Ukrainian forces are still pressing their counteroffensive against Russia, and they liberated the eastern city of Lyman shortly after noon on Sunday. The city was home to about 22,000 people before Moscow’s invasion seven months ago; it’s now considered an especially important railway hub in the occupied Donetsk oblast, which is one of four regions Russia looked to annex Friday following weeks of battlefield setbacks throughout the month of September.
According to the Ukrainian military, “Almost all Russian troops deployed to Lyman were successfully redeployed either into body bags or into Ukrainian captivity,” officials tweeted Saturday.
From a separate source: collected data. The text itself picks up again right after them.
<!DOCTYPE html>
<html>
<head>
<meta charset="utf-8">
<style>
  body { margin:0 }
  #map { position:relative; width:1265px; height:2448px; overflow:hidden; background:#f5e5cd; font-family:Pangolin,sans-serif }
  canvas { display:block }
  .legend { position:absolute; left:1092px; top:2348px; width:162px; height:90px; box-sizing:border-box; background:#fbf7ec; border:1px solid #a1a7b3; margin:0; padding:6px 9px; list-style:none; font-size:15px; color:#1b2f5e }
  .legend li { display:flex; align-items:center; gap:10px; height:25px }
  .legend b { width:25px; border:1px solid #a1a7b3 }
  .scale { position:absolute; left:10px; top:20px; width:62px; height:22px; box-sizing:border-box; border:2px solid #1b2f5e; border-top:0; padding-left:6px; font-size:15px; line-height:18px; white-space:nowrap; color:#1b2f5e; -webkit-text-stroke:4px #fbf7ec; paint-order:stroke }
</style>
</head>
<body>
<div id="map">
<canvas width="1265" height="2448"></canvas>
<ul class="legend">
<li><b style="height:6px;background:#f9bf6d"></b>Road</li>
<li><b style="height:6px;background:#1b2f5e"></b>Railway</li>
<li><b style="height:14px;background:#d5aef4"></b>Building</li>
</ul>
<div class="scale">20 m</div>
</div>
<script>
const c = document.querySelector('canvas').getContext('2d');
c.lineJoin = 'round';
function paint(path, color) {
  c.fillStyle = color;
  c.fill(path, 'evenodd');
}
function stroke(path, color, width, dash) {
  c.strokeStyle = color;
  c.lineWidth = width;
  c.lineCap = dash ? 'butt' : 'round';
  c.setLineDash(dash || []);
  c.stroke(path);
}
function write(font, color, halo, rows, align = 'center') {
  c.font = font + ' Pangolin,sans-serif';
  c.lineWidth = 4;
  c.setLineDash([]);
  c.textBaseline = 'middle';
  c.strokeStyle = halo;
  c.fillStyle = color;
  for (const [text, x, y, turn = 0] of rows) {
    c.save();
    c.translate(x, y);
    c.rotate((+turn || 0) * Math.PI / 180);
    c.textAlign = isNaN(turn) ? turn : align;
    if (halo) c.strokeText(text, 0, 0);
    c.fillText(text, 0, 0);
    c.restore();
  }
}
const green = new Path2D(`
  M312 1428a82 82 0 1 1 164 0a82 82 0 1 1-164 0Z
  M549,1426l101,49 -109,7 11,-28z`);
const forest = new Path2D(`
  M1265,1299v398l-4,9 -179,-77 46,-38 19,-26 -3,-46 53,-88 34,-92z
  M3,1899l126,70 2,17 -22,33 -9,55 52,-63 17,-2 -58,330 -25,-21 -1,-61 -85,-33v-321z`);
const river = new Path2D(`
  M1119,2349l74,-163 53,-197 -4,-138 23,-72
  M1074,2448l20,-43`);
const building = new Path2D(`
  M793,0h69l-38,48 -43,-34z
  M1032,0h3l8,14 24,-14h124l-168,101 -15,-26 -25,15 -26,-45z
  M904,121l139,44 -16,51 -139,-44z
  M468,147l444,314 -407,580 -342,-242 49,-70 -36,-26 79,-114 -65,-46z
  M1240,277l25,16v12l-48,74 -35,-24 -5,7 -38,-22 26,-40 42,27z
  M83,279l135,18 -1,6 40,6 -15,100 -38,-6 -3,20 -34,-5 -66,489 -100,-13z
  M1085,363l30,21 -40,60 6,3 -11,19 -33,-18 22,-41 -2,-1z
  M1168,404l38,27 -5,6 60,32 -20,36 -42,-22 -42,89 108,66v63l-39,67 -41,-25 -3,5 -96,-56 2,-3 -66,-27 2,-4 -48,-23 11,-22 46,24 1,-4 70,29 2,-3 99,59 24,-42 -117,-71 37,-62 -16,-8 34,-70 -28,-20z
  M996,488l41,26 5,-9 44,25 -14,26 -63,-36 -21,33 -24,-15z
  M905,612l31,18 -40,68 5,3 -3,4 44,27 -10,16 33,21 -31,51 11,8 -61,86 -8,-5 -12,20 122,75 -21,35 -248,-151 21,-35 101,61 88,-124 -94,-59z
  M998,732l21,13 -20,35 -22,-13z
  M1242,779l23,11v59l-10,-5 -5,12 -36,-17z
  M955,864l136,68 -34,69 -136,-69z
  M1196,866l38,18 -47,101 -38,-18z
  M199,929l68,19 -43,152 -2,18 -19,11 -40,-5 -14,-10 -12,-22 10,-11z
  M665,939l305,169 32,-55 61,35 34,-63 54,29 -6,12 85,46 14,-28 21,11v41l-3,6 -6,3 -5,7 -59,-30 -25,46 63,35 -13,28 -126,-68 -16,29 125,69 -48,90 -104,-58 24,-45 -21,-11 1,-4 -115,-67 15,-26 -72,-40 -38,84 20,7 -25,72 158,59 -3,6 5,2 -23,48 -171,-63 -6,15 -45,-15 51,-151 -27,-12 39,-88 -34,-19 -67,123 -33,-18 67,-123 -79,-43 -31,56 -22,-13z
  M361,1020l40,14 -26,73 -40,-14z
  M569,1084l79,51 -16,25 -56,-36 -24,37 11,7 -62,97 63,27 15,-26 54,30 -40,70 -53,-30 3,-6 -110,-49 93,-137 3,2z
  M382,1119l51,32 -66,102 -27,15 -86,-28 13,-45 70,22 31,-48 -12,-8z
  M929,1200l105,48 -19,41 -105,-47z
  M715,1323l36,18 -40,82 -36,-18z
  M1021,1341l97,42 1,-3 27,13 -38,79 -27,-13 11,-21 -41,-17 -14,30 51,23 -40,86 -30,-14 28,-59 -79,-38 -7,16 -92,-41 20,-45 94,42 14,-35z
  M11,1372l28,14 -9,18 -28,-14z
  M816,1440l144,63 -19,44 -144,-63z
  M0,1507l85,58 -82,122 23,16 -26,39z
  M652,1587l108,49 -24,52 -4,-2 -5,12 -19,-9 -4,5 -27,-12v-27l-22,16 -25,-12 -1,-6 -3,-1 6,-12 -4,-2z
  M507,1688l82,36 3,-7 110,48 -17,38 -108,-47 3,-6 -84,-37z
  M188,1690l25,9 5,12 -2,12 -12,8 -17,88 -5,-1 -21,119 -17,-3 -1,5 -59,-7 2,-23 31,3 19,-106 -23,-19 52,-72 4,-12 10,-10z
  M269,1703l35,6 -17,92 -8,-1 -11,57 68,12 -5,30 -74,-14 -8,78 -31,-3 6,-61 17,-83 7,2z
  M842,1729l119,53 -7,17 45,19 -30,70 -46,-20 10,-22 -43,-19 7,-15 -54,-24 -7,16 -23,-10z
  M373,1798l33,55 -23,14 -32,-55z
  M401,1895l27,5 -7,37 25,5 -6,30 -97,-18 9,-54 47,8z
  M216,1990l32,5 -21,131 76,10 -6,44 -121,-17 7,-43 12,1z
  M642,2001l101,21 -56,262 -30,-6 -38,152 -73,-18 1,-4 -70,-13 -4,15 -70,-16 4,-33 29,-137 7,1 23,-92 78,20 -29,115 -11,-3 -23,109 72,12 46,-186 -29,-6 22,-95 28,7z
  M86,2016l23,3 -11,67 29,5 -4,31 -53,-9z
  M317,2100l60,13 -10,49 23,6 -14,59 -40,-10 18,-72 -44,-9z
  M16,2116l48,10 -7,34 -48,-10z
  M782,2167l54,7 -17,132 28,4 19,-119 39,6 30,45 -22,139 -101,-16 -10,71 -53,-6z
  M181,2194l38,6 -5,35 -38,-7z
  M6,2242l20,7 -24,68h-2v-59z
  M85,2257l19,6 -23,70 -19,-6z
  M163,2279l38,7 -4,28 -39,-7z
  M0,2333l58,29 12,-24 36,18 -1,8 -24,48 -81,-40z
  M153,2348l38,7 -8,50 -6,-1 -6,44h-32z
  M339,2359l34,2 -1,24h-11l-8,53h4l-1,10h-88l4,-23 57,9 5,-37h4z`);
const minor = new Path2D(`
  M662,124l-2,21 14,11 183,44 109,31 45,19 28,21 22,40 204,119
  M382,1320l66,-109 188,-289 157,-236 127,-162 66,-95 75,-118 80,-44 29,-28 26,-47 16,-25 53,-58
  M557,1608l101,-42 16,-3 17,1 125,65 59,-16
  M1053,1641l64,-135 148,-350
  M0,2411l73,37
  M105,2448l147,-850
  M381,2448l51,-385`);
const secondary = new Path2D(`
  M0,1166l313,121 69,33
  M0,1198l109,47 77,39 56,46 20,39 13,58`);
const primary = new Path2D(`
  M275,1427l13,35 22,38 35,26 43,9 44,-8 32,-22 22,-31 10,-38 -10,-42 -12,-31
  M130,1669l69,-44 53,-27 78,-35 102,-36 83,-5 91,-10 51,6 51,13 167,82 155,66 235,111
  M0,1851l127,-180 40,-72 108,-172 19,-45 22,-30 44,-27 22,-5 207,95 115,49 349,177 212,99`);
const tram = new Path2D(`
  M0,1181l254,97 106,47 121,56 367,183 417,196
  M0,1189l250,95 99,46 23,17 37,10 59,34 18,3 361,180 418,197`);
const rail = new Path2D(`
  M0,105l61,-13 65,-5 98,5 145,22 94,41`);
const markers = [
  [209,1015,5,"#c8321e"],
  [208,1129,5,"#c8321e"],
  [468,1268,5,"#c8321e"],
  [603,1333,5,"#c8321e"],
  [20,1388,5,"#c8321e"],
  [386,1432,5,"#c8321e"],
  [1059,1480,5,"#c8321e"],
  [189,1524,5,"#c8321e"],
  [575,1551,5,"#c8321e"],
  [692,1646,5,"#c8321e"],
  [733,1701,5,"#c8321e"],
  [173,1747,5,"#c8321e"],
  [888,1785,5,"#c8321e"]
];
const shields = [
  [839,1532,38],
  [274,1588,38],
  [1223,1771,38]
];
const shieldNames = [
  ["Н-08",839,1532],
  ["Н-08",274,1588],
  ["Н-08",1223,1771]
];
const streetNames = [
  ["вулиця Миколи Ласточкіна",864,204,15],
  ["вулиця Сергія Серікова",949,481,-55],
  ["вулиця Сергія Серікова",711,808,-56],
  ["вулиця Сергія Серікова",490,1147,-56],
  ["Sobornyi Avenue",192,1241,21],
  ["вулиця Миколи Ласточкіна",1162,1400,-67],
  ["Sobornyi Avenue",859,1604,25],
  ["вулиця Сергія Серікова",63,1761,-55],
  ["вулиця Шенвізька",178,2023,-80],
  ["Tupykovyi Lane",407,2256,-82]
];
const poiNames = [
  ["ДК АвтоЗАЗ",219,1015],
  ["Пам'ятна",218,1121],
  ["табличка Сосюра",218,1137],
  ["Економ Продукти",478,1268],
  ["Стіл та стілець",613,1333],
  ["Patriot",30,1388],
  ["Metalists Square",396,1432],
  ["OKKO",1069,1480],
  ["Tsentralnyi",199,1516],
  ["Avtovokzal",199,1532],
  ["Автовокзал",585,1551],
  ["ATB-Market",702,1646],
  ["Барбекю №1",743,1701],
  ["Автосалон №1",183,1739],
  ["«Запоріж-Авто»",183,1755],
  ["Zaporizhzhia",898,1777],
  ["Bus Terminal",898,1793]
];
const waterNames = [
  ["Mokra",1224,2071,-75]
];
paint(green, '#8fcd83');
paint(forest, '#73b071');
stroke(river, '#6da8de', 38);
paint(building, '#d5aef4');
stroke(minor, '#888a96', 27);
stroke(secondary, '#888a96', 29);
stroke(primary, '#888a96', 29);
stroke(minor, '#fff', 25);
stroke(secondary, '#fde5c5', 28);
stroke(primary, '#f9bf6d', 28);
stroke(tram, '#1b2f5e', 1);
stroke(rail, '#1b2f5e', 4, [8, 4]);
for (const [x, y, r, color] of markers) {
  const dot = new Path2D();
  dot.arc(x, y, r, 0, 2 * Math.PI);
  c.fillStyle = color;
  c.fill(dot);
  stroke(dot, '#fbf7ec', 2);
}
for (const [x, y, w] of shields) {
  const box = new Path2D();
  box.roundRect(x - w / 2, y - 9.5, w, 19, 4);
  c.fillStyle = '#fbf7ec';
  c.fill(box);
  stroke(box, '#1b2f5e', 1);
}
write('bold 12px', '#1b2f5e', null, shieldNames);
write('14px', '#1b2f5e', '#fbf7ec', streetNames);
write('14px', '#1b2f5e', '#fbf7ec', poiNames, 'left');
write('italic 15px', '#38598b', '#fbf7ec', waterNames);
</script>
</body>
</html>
“A major embarrassment for President Vladimir Putin” is how the Wall Street Journal described the liberation of Lyman, and “the first such retreat from a city that he claims is officially part of Russia” since the autocratic leader hosted an annexation ceremony at the Kremlin on Friday. But the Journal also reported many of Lyman’s existing residents have been left little choice but to scavenge for their food, in whatever form it can be found across the devastated city. The Russian-backed forces, meanwhile, have since “move[d] to reinforce their lines 25 miles to the south around the city of Bakhmut,” according to the New York Times.
From the Pentagon’s perspective, “what we’re seeing now is kind of a change in the battlefield dynamics,” Defense Secretary Lloyd Austin told CNN on Sunday. “They’ve done very, very well in the Kharkiv area, and moved to take advantage of opportunities.” Looking to the south, Austin said, “The fight in the Kherson region is going a bit slower, but they’re making progress. So they’re getting the right things and they’re employing the right way.”
Elsewhere, a series of explosions rocked an airfield in occupied Crimea on Saturday. The Russia-appointed governor of Sevastopol reportedly claimed somewhat dubiously the enormous fireballs evident in purported video footage resulted from a plane that overshot the runway.
German military chief Christine Lambrecht visited the port city of Odesa on Saturday, where she spoke with her Ukrainian counterpart, Oleksii Reznikov. While there, Lambrecht promised Berlin would soon be sending four Iris-T SLM ground-based air-defense systems to Kyiv.
In context: Ukrainian President Volodymir Zelenskyy has been asking Berlin for German tanks for several months now, but to no avail—as The Telegraph reported in early September, and the New York Times elaborated upon a bit more just last week.
Developing: Ukrainian tanks have been rapidly advancing south along the Dnipro river, Reuters reports from Kyiv, where officials are mum about confirming much; but Russian sources seem to suggest several more villages beyond just Lyman have been liberated over the past 24 hours, particularly leading up to a location known as Dudchany. For its part, Ukraine’s military claimed to have liberated the Kherson city of Myrolyubivka on Monday, saying little else beside its “offensive in the South is ongoing.”